» **Recorded data**:
##############################

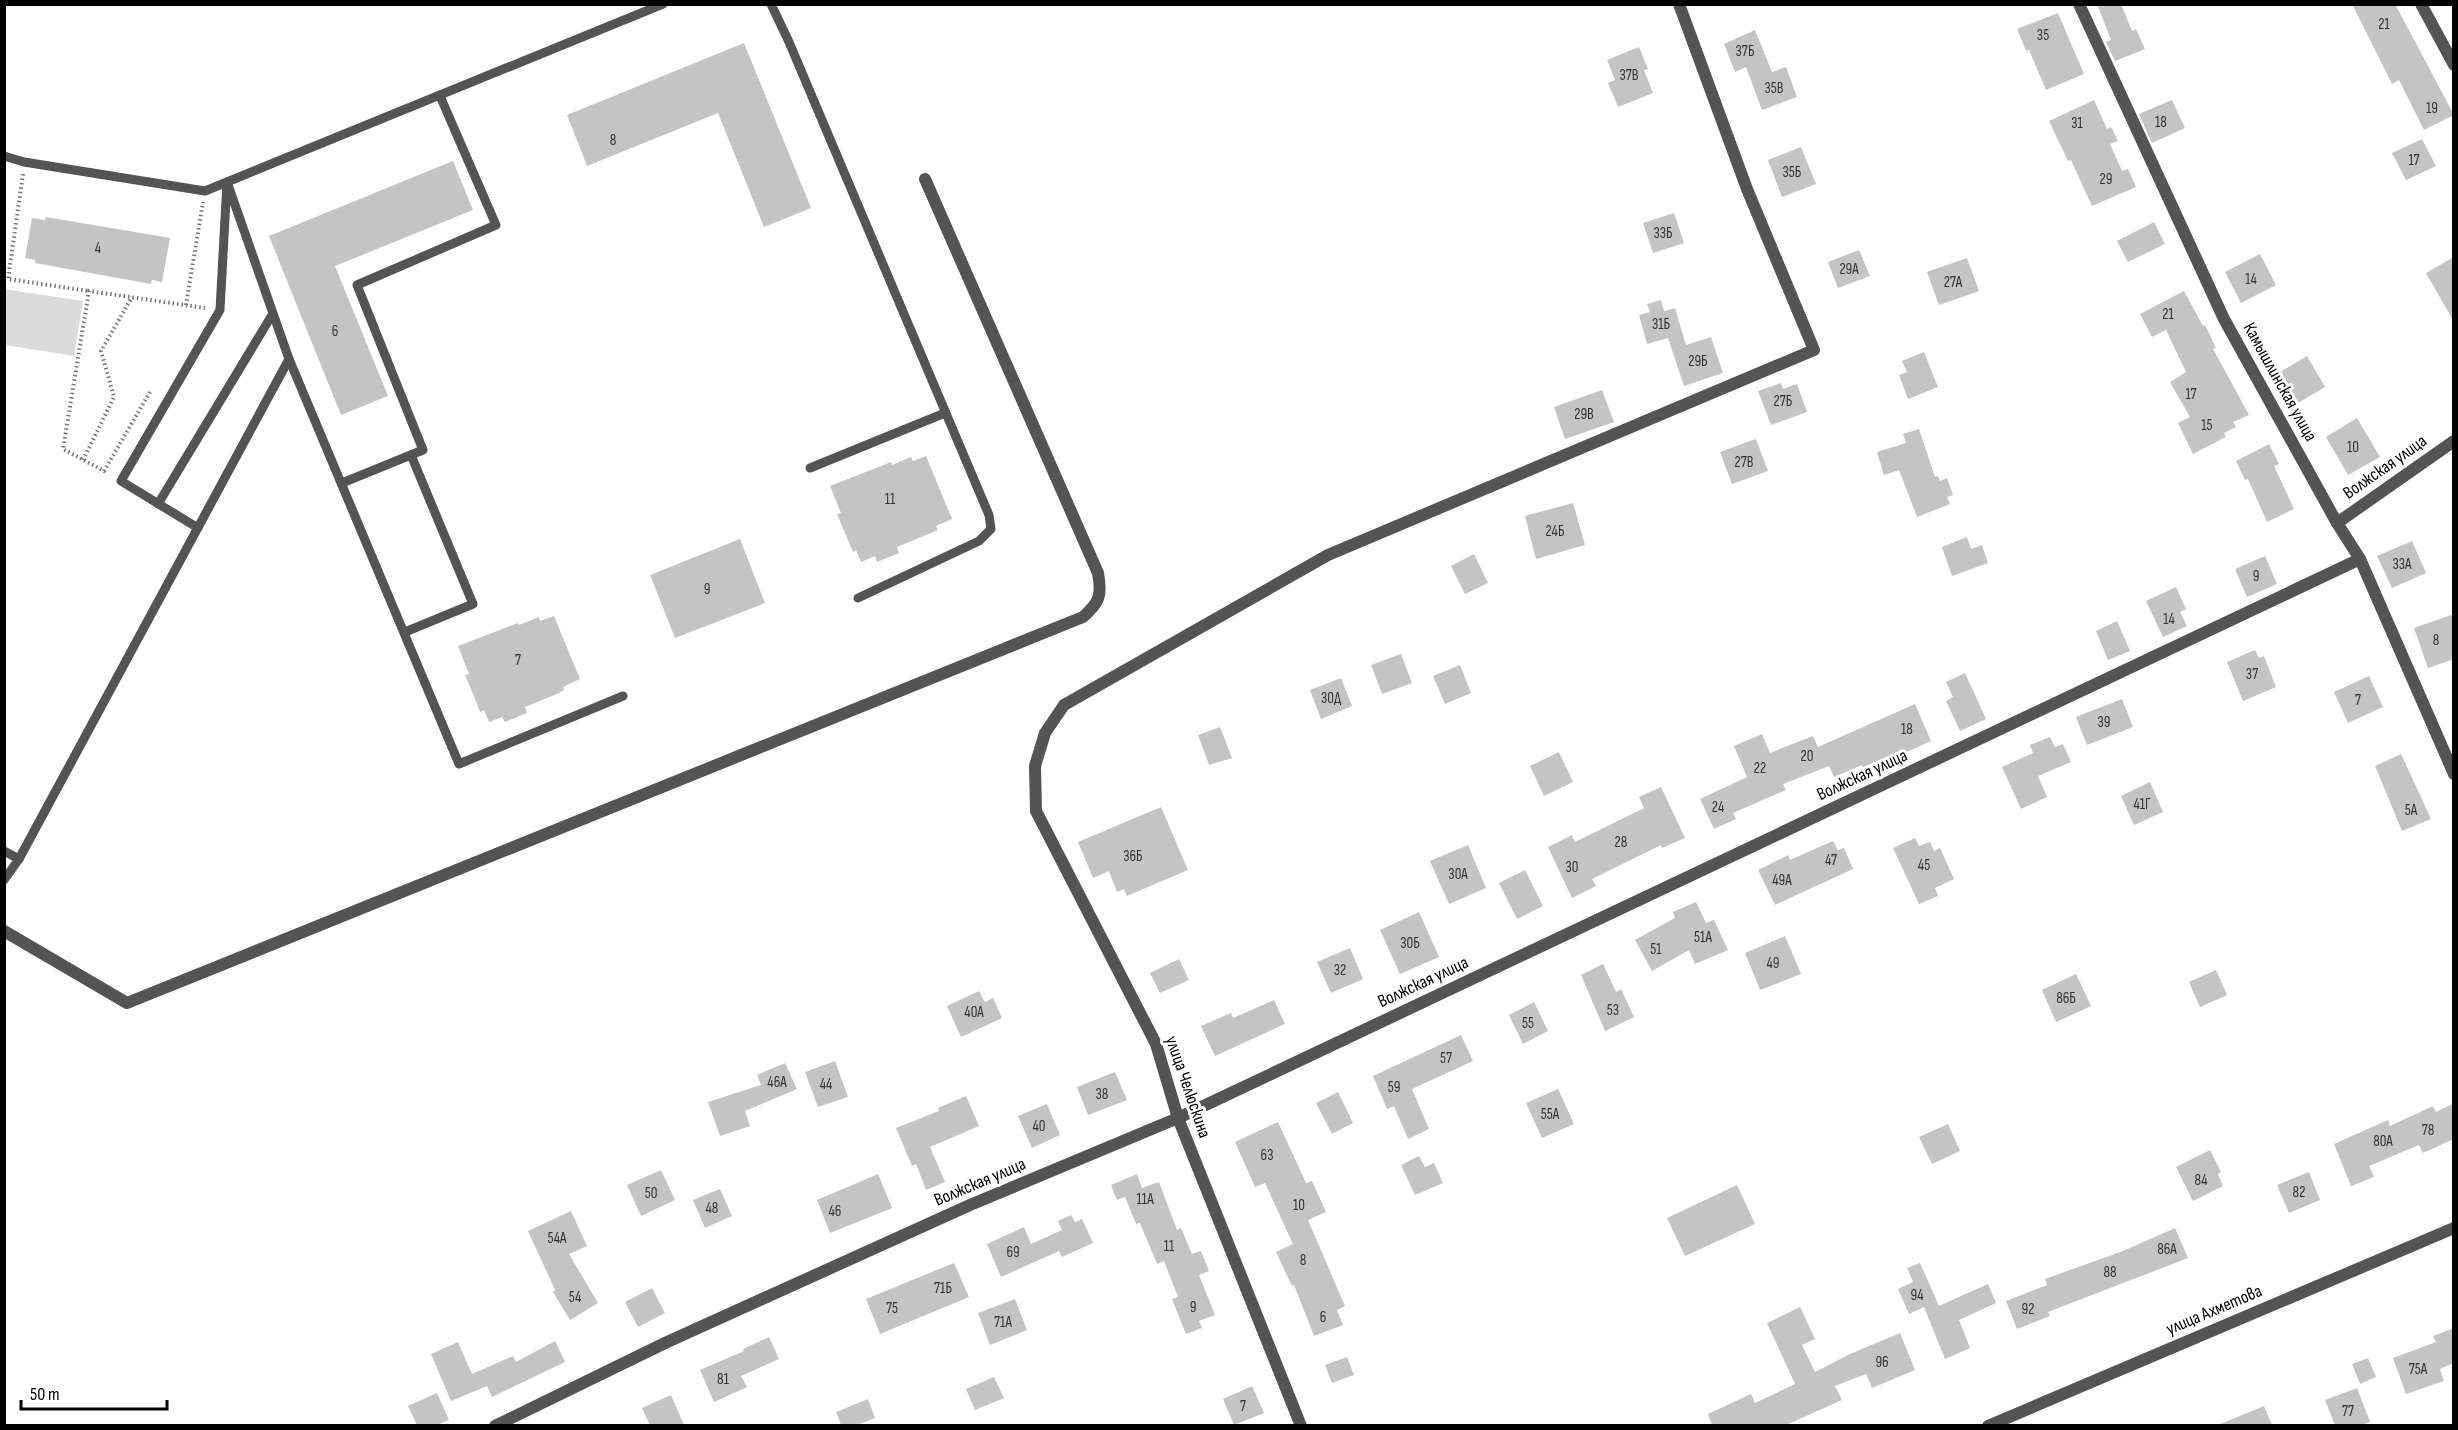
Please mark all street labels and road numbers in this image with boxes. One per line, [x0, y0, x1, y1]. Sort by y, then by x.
street label: Камышлинская улица [2239, 319, 2321, 445]
street label: Волжская улица [2339, 430, 2431, 504]
street label: Волжская улица [1813, 745, 1911, 805]
street label: Волжская улица [1374, 952, 1472, 1012]
street label: улица Челюскина [1161, 1033, 1215, 1141]
street label: Волжская улица [931, 1153, 1029, 1211]
street label: улица Ахметова [2163, 1280, 2265, 1340]

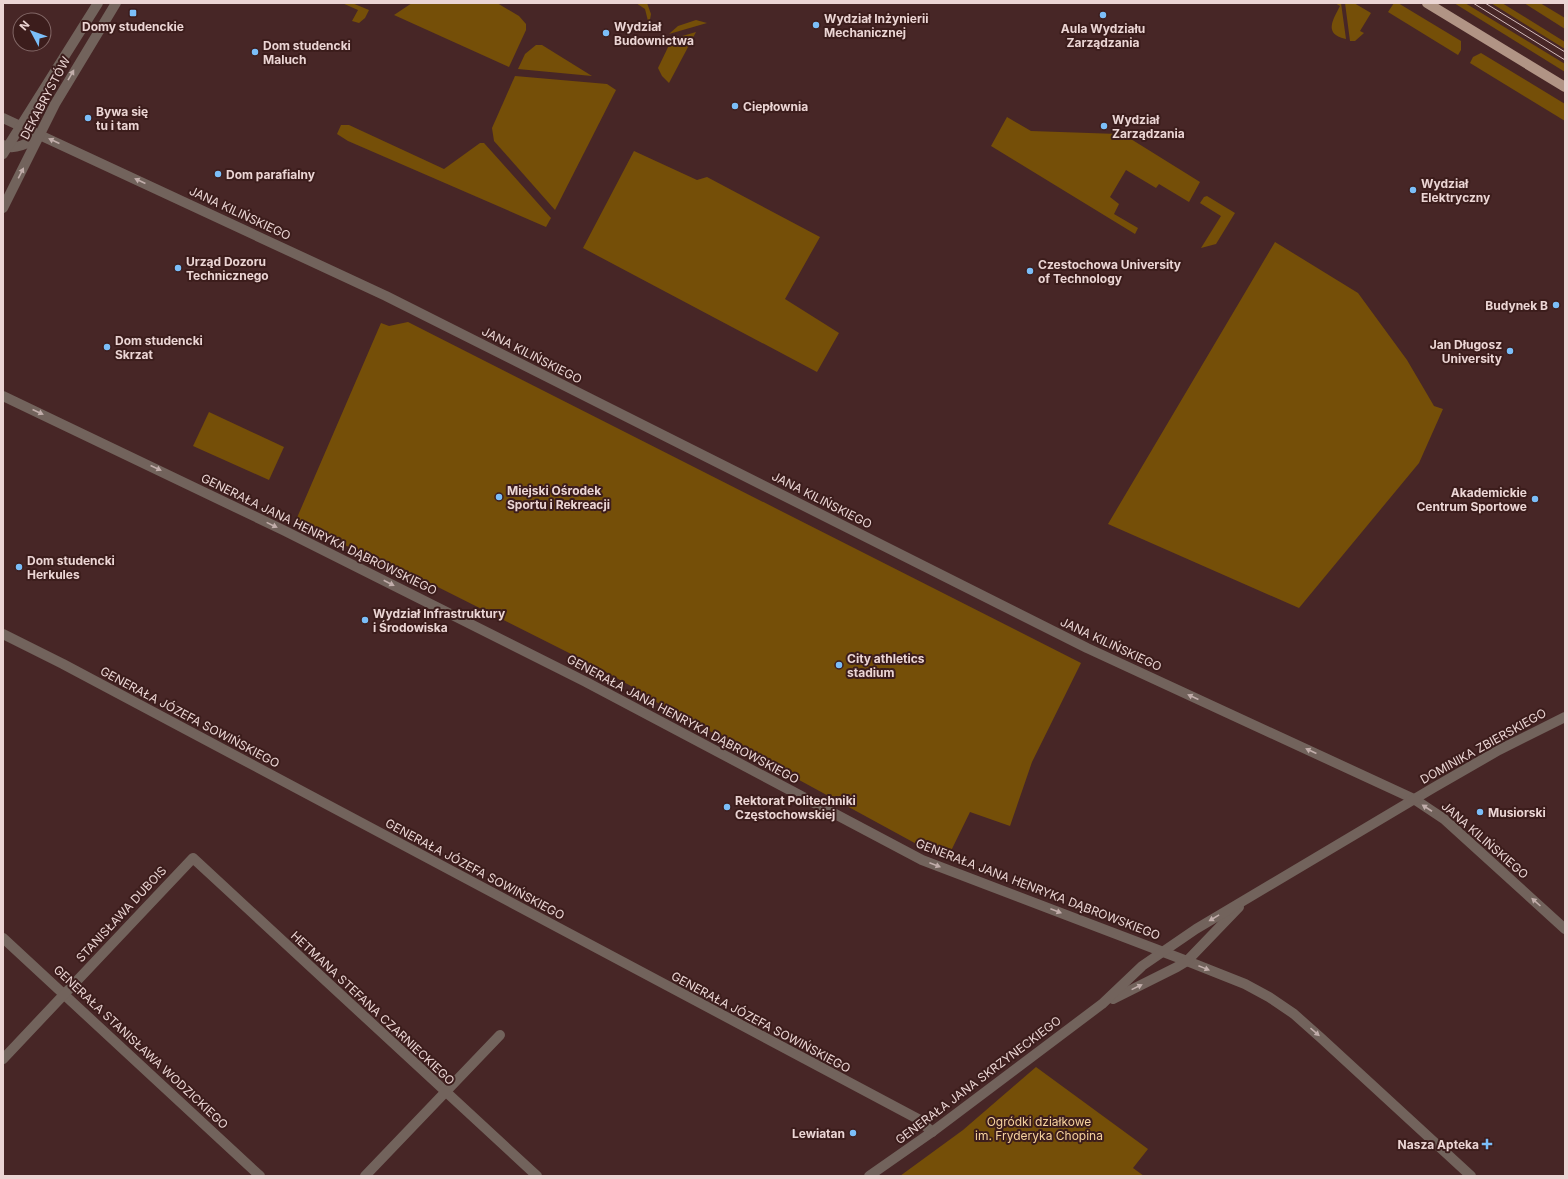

##############################

» **Task requirements**: Every line of the data above is to be set down exactly; the pictures are not.

» **Completed exercise**:
Please mark all street labels and road numbers in this image with boxes. One per line, [x0, y0, x1, y1]. Sort by y, then by x.
street label: Камышлинская улица [2239, 319, 2321, 445]
street label: Волжская улица [2339, 430, 2431, 504]
street label: Волжская улица [1813, 745, 1911, 805]
street label: Волжская улица [1374, 952, 1472, 1012]
street label: улица Челюскина [1161, 1033, 1215, 1141]
street label: Волжская улица [931, 1153, 1029, 1211]
street label: улица Ахметова [2163, 1280, 2265, 1340]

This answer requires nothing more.